Pick your most relevant competitors in the space and compile the answers to the above question into a spreadsheet or journal for referencing later.

Industry-specific factors

Consider whether there are industry-specific factors that might affect your positioning. In some industries there might be one or two large firms that possess the majority of market share. 

In others there could be new technology that has completely disrupted incumbent players, or government regulation may be on the cusp of being passed that would restrict business activities.

Take a look at these broader macro factors, competitive positioning is not just about your strengths relative to direct competitors, but also your positioning relative to the environment in which potential customers will consume your product or service.

Unique value proposition

Finally, take a look at your unique value proposition (UVP). Your unique value proposition (or unique selling point/USP) is an unambiguous statement that outlines the how your firm solves the customers problem, and in what way that is different from your competition. 

This value proposition should be used extensively in your marketing efforts. Each messaging point for your business should use this statement in some way or another to embed your message into the customer’s mind.  

It takes a while to develop a UVP, but once you have one it can be used as a core pillar to base all of your messaging on. Remember also that UVPs are not static. The best firms constantly revisit, revise and question the assumptions that their UVP is based on.

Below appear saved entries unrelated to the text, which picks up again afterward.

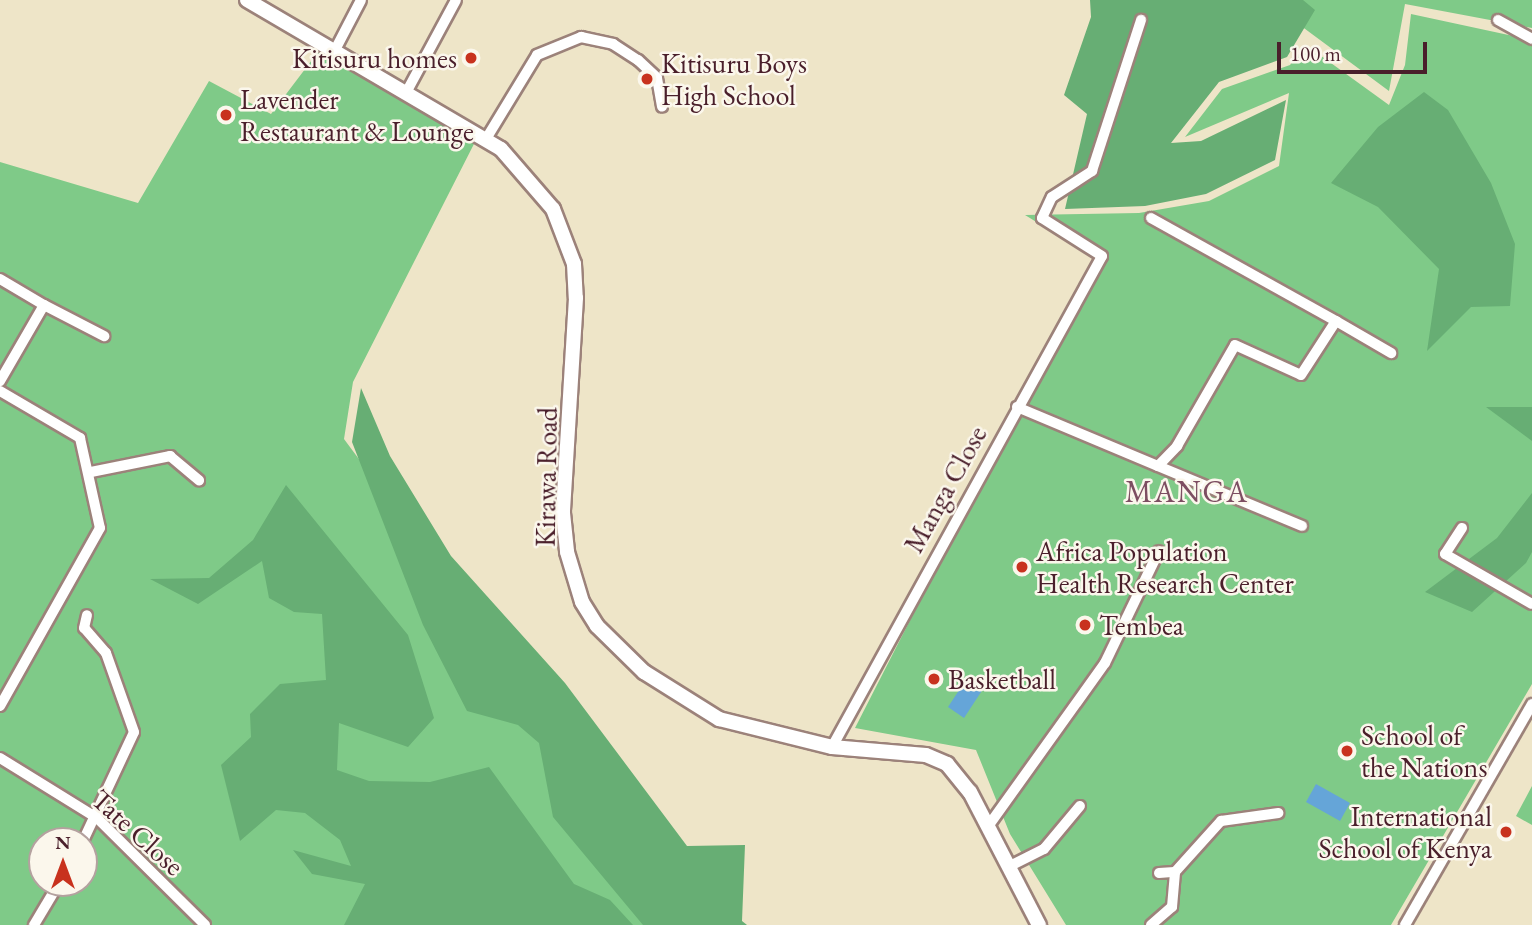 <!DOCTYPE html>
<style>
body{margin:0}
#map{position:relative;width:1532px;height:925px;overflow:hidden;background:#eee5c8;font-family:"EB Garamond",serif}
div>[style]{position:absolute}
.green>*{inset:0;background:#7fca88}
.forest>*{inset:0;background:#67ae74}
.water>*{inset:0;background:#65a5d8}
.roads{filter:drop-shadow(2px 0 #9c827a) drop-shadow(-2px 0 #9c827a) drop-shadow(0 2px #9c827a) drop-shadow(0 -2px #9c827a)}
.minor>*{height:10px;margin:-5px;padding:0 5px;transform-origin:5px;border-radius:5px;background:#fff}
.major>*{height:14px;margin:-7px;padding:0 7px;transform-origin:7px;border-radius:7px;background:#fff}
.dots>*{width:19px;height:19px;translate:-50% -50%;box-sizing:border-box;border:4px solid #fbf7ec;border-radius:50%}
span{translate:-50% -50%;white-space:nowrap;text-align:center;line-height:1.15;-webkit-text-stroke:5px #fbf7ec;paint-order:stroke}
.poi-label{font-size:28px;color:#4a1f2b}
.right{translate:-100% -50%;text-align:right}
.left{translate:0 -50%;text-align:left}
.street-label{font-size:28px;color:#4a1f2b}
.neighbourhood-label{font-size:30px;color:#7d4e62;letter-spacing:2px}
.north{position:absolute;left:28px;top:827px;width:70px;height:70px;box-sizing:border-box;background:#fbf7ec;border:2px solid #b4a19f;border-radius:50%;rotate:0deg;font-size:19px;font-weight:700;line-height:28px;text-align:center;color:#4a1f2b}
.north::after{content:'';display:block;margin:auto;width:24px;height:32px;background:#c8321e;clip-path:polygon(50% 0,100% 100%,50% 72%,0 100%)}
.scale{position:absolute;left:1277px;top:42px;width:150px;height:32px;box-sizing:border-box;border:4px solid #4a1f2b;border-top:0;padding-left:9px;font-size:21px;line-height:24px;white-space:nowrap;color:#4a1f2b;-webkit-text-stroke:5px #fbf7ec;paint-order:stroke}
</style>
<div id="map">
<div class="green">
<div style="clip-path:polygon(1266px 0,1532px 0,1532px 28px,1405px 4px,1389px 91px)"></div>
<div style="clip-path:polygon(1411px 14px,1532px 40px,1532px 684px,1391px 925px,1066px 925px,1010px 834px,976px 750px,855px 728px,1095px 258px,1025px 215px,1139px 213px,1209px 201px,1279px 166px,1289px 93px,1185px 137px,1222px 89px,1290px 65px,1306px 45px,1389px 105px,1405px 65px)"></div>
<div style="clip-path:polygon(evenodd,321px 48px,477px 138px,353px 382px,344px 439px,705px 925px,0 925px,0 162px,138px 203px,209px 81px,271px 114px,321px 48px,42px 841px,84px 841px,84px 883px,42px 883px,42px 841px)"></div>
<div style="clip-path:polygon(1532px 786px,1532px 825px,1516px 816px)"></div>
</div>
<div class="forest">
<div style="clip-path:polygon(1090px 0,1303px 0,1315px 10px,1287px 57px,1219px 82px,1171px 143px,1201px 141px,1286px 100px,1275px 160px,1206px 194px,1145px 206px,1065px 209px,1087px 114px,1064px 95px,1091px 17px)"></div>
<div style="clip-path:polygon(1424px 92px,1448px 110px,1491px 183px,1515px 244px,1510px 306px,1471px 307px,1427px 351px,1439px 269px,1378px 207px,1331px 183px,1378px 127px)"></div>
<div style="clip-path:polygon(361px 388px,390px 456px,451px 556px,565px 683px,687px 846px,745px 845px,742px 921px,747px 925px,643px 925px,553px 817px,539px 743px,518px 725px,467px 711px,423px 625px,352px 442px)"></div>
<div style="clip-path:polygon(1486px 407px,1532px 407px,1532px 441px)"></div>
<div style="clip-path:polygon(286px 485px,408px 635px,434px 718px,408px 747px,339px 723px,337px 770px,369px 781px,430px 782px,489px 767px,574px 884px,610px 900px,633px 925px,344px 925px,365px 884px,312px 874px,293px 850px,351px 866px,340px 840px,305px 813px,276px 810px,240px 841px,221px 765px,251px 737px,250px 714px,280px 684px,326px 680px,322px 614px,294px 612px,269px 598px,262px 561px,198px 604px,150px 579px,209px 578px,253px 540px)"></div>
<div style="clip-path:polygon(1532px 493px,1532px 552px,1526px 563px,1472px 612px,1425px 592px,1497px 538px)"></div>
</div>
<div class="water">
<div style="clip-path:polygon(969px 675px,985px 686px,964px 718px,948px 707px)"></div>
<div style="clip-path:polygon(1316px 784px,1350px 803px,1340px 821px,1306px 802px)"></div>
</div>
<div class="roads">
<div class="minor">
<div style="left:1498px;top:20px;width:39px;rotate:29deg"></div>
<div style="left:335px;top:50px;width:56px;rotate:-62.5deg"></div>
<div style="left:407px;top:91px;width:103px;rotate:-61.7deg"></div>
<div style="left:486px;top:139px;width:98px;rotate:-58.7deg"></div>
<div style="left:537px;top:55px;width:48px;rotate:-22.2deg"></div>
<div style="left:581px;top:37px;width:33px;rotate:12deg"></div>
<div style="left:613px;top:44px;width:30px;rotate:33deg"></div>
<div style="left:638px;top:60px;width:26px;rotate:43deg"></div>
<div style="left:657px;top:78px;width:29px;rotate:80deg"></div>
<div style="left:1151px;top:218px;width:212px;rotate:29.1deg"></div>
<div style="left:0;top:279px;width:51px;rotate:30.6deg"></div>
<div style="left:44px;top:305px;width:88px;rotate:120.1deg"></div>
<div style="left:44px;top:305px;width:68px;rotate:27.3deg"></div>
<div style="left:0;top:391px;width:93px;rotate:30.4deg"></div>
<div style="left:80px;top:438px;width:92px;rotate:77.5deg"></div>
<div style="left:100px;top:528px;width:204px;rotate:119.3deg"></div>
<div style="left:1017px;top:407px;width:153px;rotate:22.7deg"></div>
<div style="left:1158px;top:466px;width:28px;rotate:-46deg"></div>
<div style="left:1177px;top:446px;width:116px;rotate:-60.1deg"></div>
<div style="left:1235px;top:345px;width:72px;rotate:24.4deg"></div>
<div style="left:1301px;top:375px;width:64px;rotate:-57.1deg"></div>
<div style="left:1336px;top:321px;width:64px;rotate:30.2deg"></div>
<div style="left:1158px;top:466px;width:156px;rotate:22.6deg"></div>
<div style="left:91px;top:472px;width:81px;rotate:-11.4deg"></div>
<div style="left:170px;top:456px;width:38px;rotate:40deg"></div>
<div style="left:1462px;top:528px;width:31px;rotate:123deg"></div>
<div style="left:1445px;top:554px;width:100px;rotate:29.9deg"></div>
<div style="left:832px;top:747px;width:560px;rotate:-61.19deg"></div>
<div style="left:1102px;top:256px;width:71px;rotate:-147.7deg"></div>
<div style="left:1042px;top:218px;width:23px;rotate:-65deg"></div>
<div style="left:1052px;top:197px;width:48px;rotate:-33deg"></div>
<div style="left:1092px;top:171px;width:159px;rotate:-72deg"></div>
<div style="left:0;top:758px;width:114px;rotate:31.7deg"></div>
<div style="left:97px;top:818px;width:152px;rotate:44.7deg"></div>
<div style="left:989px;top:825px;width:199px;rotate:-54.4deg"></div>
<div style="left:1105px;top:663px;width:124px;rotate:-64.3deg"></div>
<div style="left:83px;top:841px;width:120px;rotate:-64.9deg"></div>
<div style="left:134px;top:732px;width:84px;rotate:-109.5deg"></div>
<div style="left:106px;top:653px;width:33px;rotate:-131deg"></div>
<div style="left:84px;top:628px;width:13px;rotate:-77deg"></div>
<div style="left:1008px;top:867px;width:40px;rotate:-26.6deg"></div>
<div style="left:1044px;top:849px;width:56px;rotate:-50.1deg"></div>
<div style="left:1159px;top:873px;width:16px;rotate:-4deg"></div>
<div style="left:1175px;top:872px;width:69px;rotate:-48deg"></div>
<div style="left:1221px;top:821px;width:58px;rotate:-8deg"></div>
<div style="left:34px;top:925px;width:49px;rotate:-59.2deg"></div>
<div style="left:1151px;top:925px;width:28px;rotate:-41deg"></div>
<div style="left:1172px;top:907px;width:35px;rotate:-85deg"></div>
<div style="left:1405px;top:925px;width:255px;rotate:-60.1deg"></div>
</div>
<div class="major">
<div style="left:247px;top:0;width:294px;rotate:30.4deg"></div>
<div style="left:501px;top:149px;width:79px;rotate:49.1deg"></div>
<div style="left:553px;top:209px;width:59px;rotate:69.1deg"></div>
<div style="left:574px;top:264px;width:34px;rotate:87deg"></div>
<div style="left:576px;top:298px;width:215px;rotate:93.5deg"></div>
<div style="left:563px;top:513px;width:39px;rotate:84deg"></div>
<div style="left:567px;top:552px;width:52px;rotate:73.3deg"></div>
<div style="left:582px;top:602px;width:28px;rotate:58deg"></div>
<div style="left:597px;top:626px;width:66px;rotate:44.4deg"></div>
<div style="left:644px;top:672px;width:89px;rotate:32.1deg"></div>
<div style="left:719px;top:719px;width:116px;rotate:13.9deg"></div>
<div style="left:832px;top:747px;width:94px;rotate:4.9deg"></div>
<div style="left:926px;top:755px;width:23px;rotate:23deg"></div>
<div style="left:947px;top:764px;width:36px;rotate:51deg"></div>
<div style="left:970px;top:792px;width:150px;rotate:62.6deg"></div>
</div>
</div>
<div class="dots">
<div style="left:471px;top:58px;background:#c8321e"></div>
<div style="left:647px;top:79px;background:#c8321e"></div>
<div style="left:226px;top:115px;background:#c8321e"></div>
<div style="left:1022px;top:567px;background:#c8321e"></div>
<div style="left:1085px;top:625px;background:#c8321e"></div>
<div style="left:934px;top:679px;background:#c8321e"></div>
<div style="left:1347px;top:751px;background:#c8321e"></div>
<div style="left:1506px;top:832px;background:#c8321e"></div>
</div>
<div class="poi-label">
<span class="right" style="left:457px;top:58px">Kitisuru homes</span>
<span class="left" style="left:661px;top:79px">Kitisuru Boys<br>High School</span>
<span class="left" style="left:240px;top:115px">Lavender<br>Restaurant &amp; Lounge</span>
<span class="left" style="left:1036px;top:567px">Africa Population<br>Health Research Center</span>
<span class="left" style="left:1099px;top:625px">Tembea</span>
<span class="left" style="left:948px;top:679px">Basketball</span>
<span class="left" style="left:1361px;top:751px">School of<br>the Nations</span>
<span class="right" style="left:1492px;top:832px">International<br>School of Kenya</span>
</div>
<div class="street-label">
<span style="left:546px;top:477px;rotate:-89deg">Kirawa Road</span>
<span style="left:945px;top:489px;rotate:-61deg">Manga Close</span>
<span style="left:138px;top:832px;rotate:42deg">Tate Close</span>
</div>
<div class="neighbourhood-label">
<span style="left:1187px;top:492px">MANGA</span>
</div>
<div class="north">N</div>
<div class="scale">100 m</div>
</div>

A good value proposition is something unique from the competition, concise and easy to understand. Take a look at what your competitors UVPs are. This can be a great exercise to find gaps and opportunities to develop your unique positioning in a crowded market.

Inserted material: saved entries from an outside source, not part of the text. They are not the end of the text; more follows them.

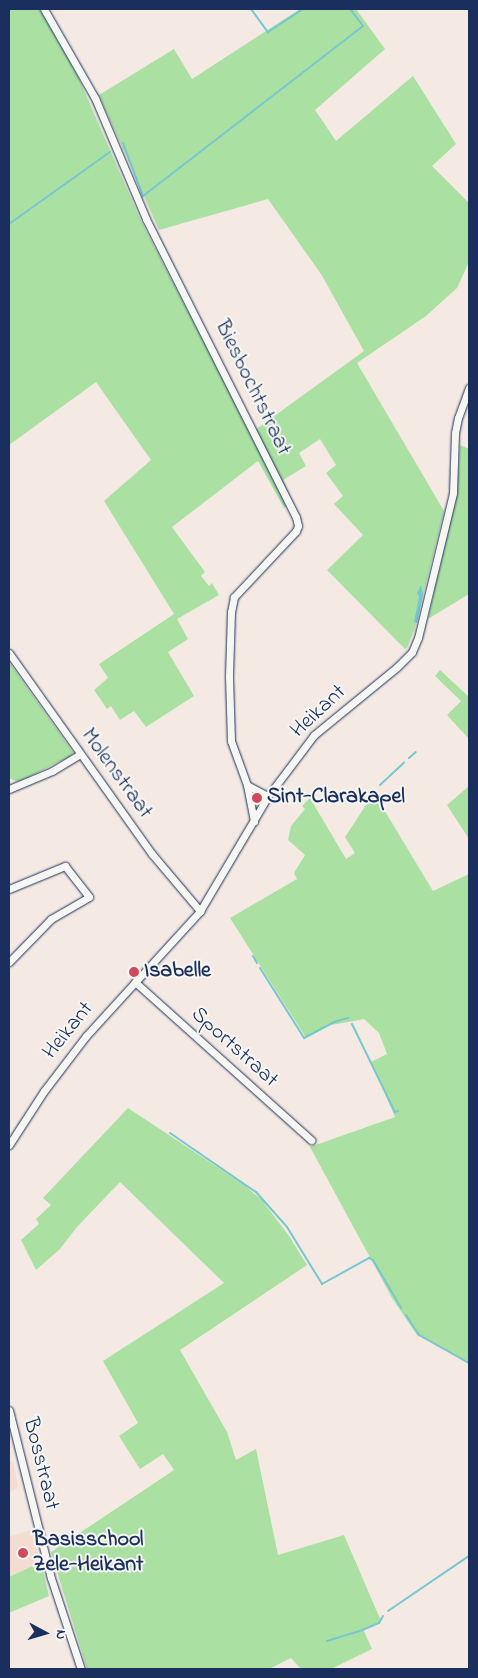 <!DOCTYPE html>
<html>
<head>
<meta charset="utf-8">
<style>
	body { margin:0 }
	#map { position:relative; width:478px; height:1678px; overflow:hidden; background:#f5eae3; font-family:"Indie Flower",sans-serif }
	div>[style] { position:absolute }
	[style*='--x'] { left:calc(var(--x)*1px); top:calc(var(--y)*1px); width:calc(var(--w)*1px); rotate:calc(var(--a)*1deg) }
	.built>* { inset:0; background:#f4dcd1 }
	.green>* { inset:0; background:#aae0a2 }
	.water>* { inset:0; background:#76c7d0 }
	.stream>* { height:2px; margin:-1px; padding:0 1px; transform-origin:1px; border-radius:1px; background:#76c7d0 }
	.roads { filter:drop-shadow(0 0 1px #1b2f5e) drop-shadow(0 0 1px #1b2f5e) }
	.minor>* { height:7px; margin:-3.5px; padding:0 3.5px; transform-origin:3.5px; border-radius:3.5px; background:#f6f6f2 }
	.dots>* { width:14px; height:14px; translate:-50% -50%; box-sizing:border-box; border:2px solid #f6f6f2; border-radius:50% }
	span { translate:-50% -50%; white-space:nowrap; text-align:center; line-height:1.15; -webkit-text-stroke:4px #f6f6f2; paint-order:stroke }
	.street-label { font-size:22px; color:#1b2f5e }
	.poi-label { font-size:22px; color:#1b2f5e; font-weight:700 }
	.left { translate:0 -50%; text-align:left }
	.frame { position:absolute; inset:0; border:10px solid #1b2f5e; pointer-events:none }
	.north { position:absolute; left:20px; top:1608px; width:50px; height:50px; -webkit-text-stroke:4px #f6f6f2; paint-order:stroke; rotate:96deg; font-size:14px; font-weight:700; line-height:20px; text-align:center; color:#1b2f5e }
	.north::after { content:''; display:block; margin:auto; width:18px; height:22px; background:#1b2f5e; clip-path:polygon(50% 0,100% 100%,50% 72%,0 100%) }
</style>
</head>
<body>
<div id="map">
	<div class="built">
		<div style="clip-path:polygon(13px 1460px,18px 1487px,9px 1493px,9px 1463px)"></div>
		<div style="clip-path:polygon(31px 1530px,41px 1562px,9px 1577px,9px 1537px)"></div>
	</div>
	<div class="green">
		<div style="clip-path:polygon(9px 9px,40px 9px,76px 72px,141px 221px,251px 433px,364px 351px,321px 274px,268px 199px,159px 230px,99px 95px,174px 49px,192px 79px,300px 9px,356px 9px,385px 49px,315px 110px,336px 141px,413px 76px,456px 144px,432px 166px,469px 203px,469px 262px,457px 288px,426px 316px,357px 363px,444px 511px,415px 628px,407px 648px,405px 649px,327px 570px,363px 535px,334px 504px,343px 496px,326px 473px,336px 465px,320px 439px,299px 453px,306px 466px,283px 480px,293px 502px,284px 508px,258px 461px,172px 527px,205px 572px,201px 576px,209px 586px,212px 583px,219px 595px,177px 619px,188px 639px,168px 652px,194px 696px,146px 727px,134px 711px,120px 720px,111px 706px,107px 709px,94px 690px,108px 678px,99px 664px,174px 614px,104px 501px,151px 460px,96px 382px,9px 445px)"></div>
		<div style="clip-path:polygon(460px 445px,469px 449px,469px 594px,428px 619px,457px 491px)"></div>
		<div style="clip-path:polygon(9px 662px,73px 752px,71px 756px,18px 782px,9px 778px)"></div>
		<div style="clip-path:polygon(440px 670px,469px 697px,469px 739px,447px 715px,461px 701px,435px 676px)"></div>
		<div style="clip-path:polygon(469px 786px,469px 839px,447px 805px)"></div>
		<div style="clip-path:polygon(310px 798px,346px 859px,355px 853px,345px 837px,368px 802px,377px 798px,433px 891px,469px 874px,469px 1362px,417px 1335px,392px 1298px,310px 1147px,395px 1117px,371px 1062px,387px 1054px,379px 1033px,364px 1019px,331px 1025px,306px 1038px,230px 918px,297px 879px,294px 873px,305px 855px,288px 840px,291px 826px,305px 809px,302px 806px)"></div>
		<div style="clip-path:polygon(128px 1108px,243px 1184px,262px 1200px,289px 1236px,307px 1265px,180px 1350px,227px 1432px,236px 1460px,256px 1449px,278px 1555px,344px 1535px,381px 1621px,363px 1629px,372px 1649px,331px 1669px,301px 1669px,291px 1658px,269px 1669px,87px 1669px,51px 1552px,174px 1470px,163px 1454px,140px 1469px,119px 1436px,138px 1423px,103px 1361px,224px 1283px,120px 1182px,77px 1227px,60px 1249px,36px 1270px,21px 1240px,39px 1224px,36px 1219px,51px 1205px,43px 1198px)"></div>
		<div style="clip-path:polygon(41px 1562px,49px 1596px,9px 1613px,9px 1577px)"></div>
	</div>
	<div class="water">
		<div style="clip-path:polygon(421px 585px,423px 595px,417px 623px,414px 622px,419px 597px,417px 593px)"></div>
	</div>
	<div class="stream">
		<div style="--x:251;--y:9;--w:29;--a:54"></div>
		<div style="--x:268;--y:32;--w:42;--a:-33.3"></div>
		<div style="--x:123;--y:143;--w:57;--a:69.3"></div>
		<div style="--x:143;--y:196;--w:278;--a:-37.7"></div>
		<div style="--x:363;--y:26;--w:21;--a:-127"></div>
		<div style="--x:9;--y:224;--w:124;--a:-35.5"></div>
		<div style="--x:409;--y:758;--w:9;--a:-41"></div>
		<div style="--x:380;--y:785;--w:33;--a:-43"></div>
		<div style="--x:253;--y:956;--w:8;--a:60"></div>
		<div style="--x:260;--y:968;--w:83;--a:57.8"></div>
		<div style="--x:304;--y:1038;--w:34;--a:-28"></div>
		<div style="--x:334;--y:1022;--w:15;--a:-16"></div>
		<div style="--x:352;--y:1024;--w:98;--a:64"></div>
		<div style="--x:395;--y:1112;--w:3;--a:-18"></div>
		<div style="--x:170;--y:1133;--w:104;--a:34.5"></div>
		<div style="--x:256;--y:1192;--w:47;--a:48.5"></div>
		<div style="--x:287;--y:1227;--w:67;--a:58.4"></div>
		<div style="--x:322;--y:1284;--w:54;--a:-29"></div>
		<div style="--x:369;--y:1258;--w:4;--a:27"></div>
		<div style="--x:373;--y:1260;--w:56;--a:59.7"></div>
		<div style="--x:406;--y:1315;--w:24;--a:57"></div>
		<div style="--x:419;--y:1335;--w:57;--a:29.2"></div>
		<div style="--x:388;--y:1611;--w:98;--a:-34.2"></div>
		<div style="--x:327;--y:1641;--w:34;--a:-17"></div>
		<div style="--x:360;--y:1631;--w:21;--a:-23"></div>
		<div style="--x:379;--y:1623;--w:8;--a:-60"></div>
	</div>
	<div class="roads">
		<div class="minor">
			<div style="--x:44;--y:9;--w:103;--a:60.2"></div>
			<div style="--x:95;--y:98;--w:131;--a:67.1"></div>
			<div style="--x:146;--y:219;--w:334;--a:63.3"></div>
			<div style="--x:296;--y:517;--w:9;--a:77"></div>
			<div style="--x:298;--y:526;--w:5;--a:112"></div>
			<div style="--x:296;--y:531;--w:91;--a:133.2"></div>
			<div style="--x:234;--y:597;--w:15;--a:101"></div>
			<div style="--x:231;--y:612;--w:65;--a:91.8"></div>
			<div style="--x:229;--y:677;--w:64;--a:88.2"></div>
			<div style="--x:231;--y:741;--w:47;--a:70"></div>
			<div style="--x:247;--y:785;--w:24;--a:28"></div>
			<div style="--x:9;--y:653;--w:247;--a:54.6"></div>
			<div style="--x:152;--y:854;--w:75;--a:49.9"></div>
			<div style="--x:247;--y:785;--w:37;--a:79"></div>
			<div style="--x:9;--y:789;--w:47;--a:-22.7"></div>
			<div style="--x:52;--y:771;--w:33;--a:-31"></div>
			<div style="--x:9;--y:889;--w:61;--a:-22.3"></div>
			<div style="--x:65;--y:866;--w:39;--a:52"></div>
			<div style="--x:89;--y:897;--w:44;--a:149.9"></div>
			<div style="--x:51;--y:919;--w:60;--a:134.3"></div>
			<div style="--x:135;--y:982;--w:237;--a:41.9"></div>
			<div style="--x:9;--y:1145;--w:64;--a:-57.1"></div>
			<div style="--x:44;--y:1091;--w:69;--a:-52.6"></div>
			<div style="--x:86;--y:1036;--w:169;--a:-47.6"></div>
			<div style="--x:200;--y:911;--w:134;--a:-59.4"></div>
			<div style="--x:268;--y:796;--w:76;--a:-53"></div>
			<div style="--x:314;--y:735;--w:107;--a:-39.3"></div>
			<div style="--x:397;--y:667;--w:21;--a:-45"></div>
			<div style="--x:412;--y:652;--w:15;--a:-67"></div>
			<div style="--x:418;--y:638;--w:149;--a:-76.4"></div>
			<div style="--x:453;--y:493;--w:60;--a:-88.1"></div>
			<div style="--x:455;--y:433;--w:15;--a:-79"></div>
			<div style="--x:458;--y:418;--w:32;--a:-70"></div>
			<div style="--x:9;--y:1410;--w:173;--a:76"></div>
			<div style="--x:51;--y:1578;--w:96;--a:71.8"></div>
		</div>
	</div>
	<div class="dots">
		<div style="left:257px;top:798px;background:#d1495b"></div>
		<div style="left:134px;top:972px;background:#d1495b"></div>
		<div style="left:23px;top:1553px;background:#d1495b"></div>
	</div>
	<div class="street-label">
		<span style="left:252px;top:388px;rotate:64deg">Biesbochtstraat</span>
		<span style="left:319px;top:712px;rotate:-43deg">Heikant</span>
		<span style="left:116px;top:774px;rotate:54deg">Molenstraat</span>
		<span style="left:69px;top:1031px;rotate:-51deg">Heikant</span>
		<span style="left:234px;top:1048px;rotate:42deg">Sportstraat</span>
		<span style="left:40px;top:1464px;rotate:76deg">Bosstraat</span>
	</div>
	<div class="poi-label">
		<span class="left" style="left:267px;top:798px">Sint-Clarakapel</span>
		<span class="left" style="left:144px;top:972px">Isabelle</span>
		<span class="left" style="left:33px;top:1553px">Basisschool<br>Zele-Heikant</span>
	</div>
	<div class="frame"></div>
	<div class="north">N</div>
</div>
</body>
</html>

Competitive positioning maps

Once you’ve completed a competitive positioning analysis, you can start to build out a positioning map to see where your offering sits relative to your competitors.

Designate your market

Define what your market is, and what it isn’t. For example, if you make running shoes, don’t look at the entire market for shoes, instead break it down by product types and demographics. 

So look at the market for running shoes, then start to segment further by Demographic, Geographic, Psychographic and Behavioral segments. If you’re a B2B firm you should look at Firmographic fits. 

You should arrive at a tightly defined market on which to base your initial analysis. And remember, you can create multiple competitive positioning maps and analyses based on how you segment the market. For example it might make sense to break up positioning analyses based on different countries, regions or languages.

Map benefits and/or price

Once you have a market defined – map benefits on one axis, and price on another. From there you’ll have a matrix on which you can plot your competitors and effectively visualize competitive positioning in the marketplace.

How to use competitive positioning to gain advantage

Ok so you’ve done your analysis, and you have some nice data, charts and hopefully insights into your market position.

Now comes the fun stuff, based on this analysis you should get to work doing 3 things:

Messaging audits

Based on  your new understanding of your competitive position, how can you tweak your messaging to better differentiate yourself? 

Product or service audits

Are you offering the right product or service for the market? And if so, what features or benefits of your offering can be improved or focused on to build your brand in the mind of the consumer.

Channel audits

What’s the best channel to reach potential customers? If you sell to businesses should you consider doing B2B outreach, is social media relevant for your market segment? Run a number of experiments to see what works best for your business.

Conclusion

Competitive positioning is an essential, but often misunderstood, element of your marketing strategy. By taking stock of your positioning regularly, and importantly – clearly defining your position – you can create a well-defined marketing strategy that outperforms your competitors.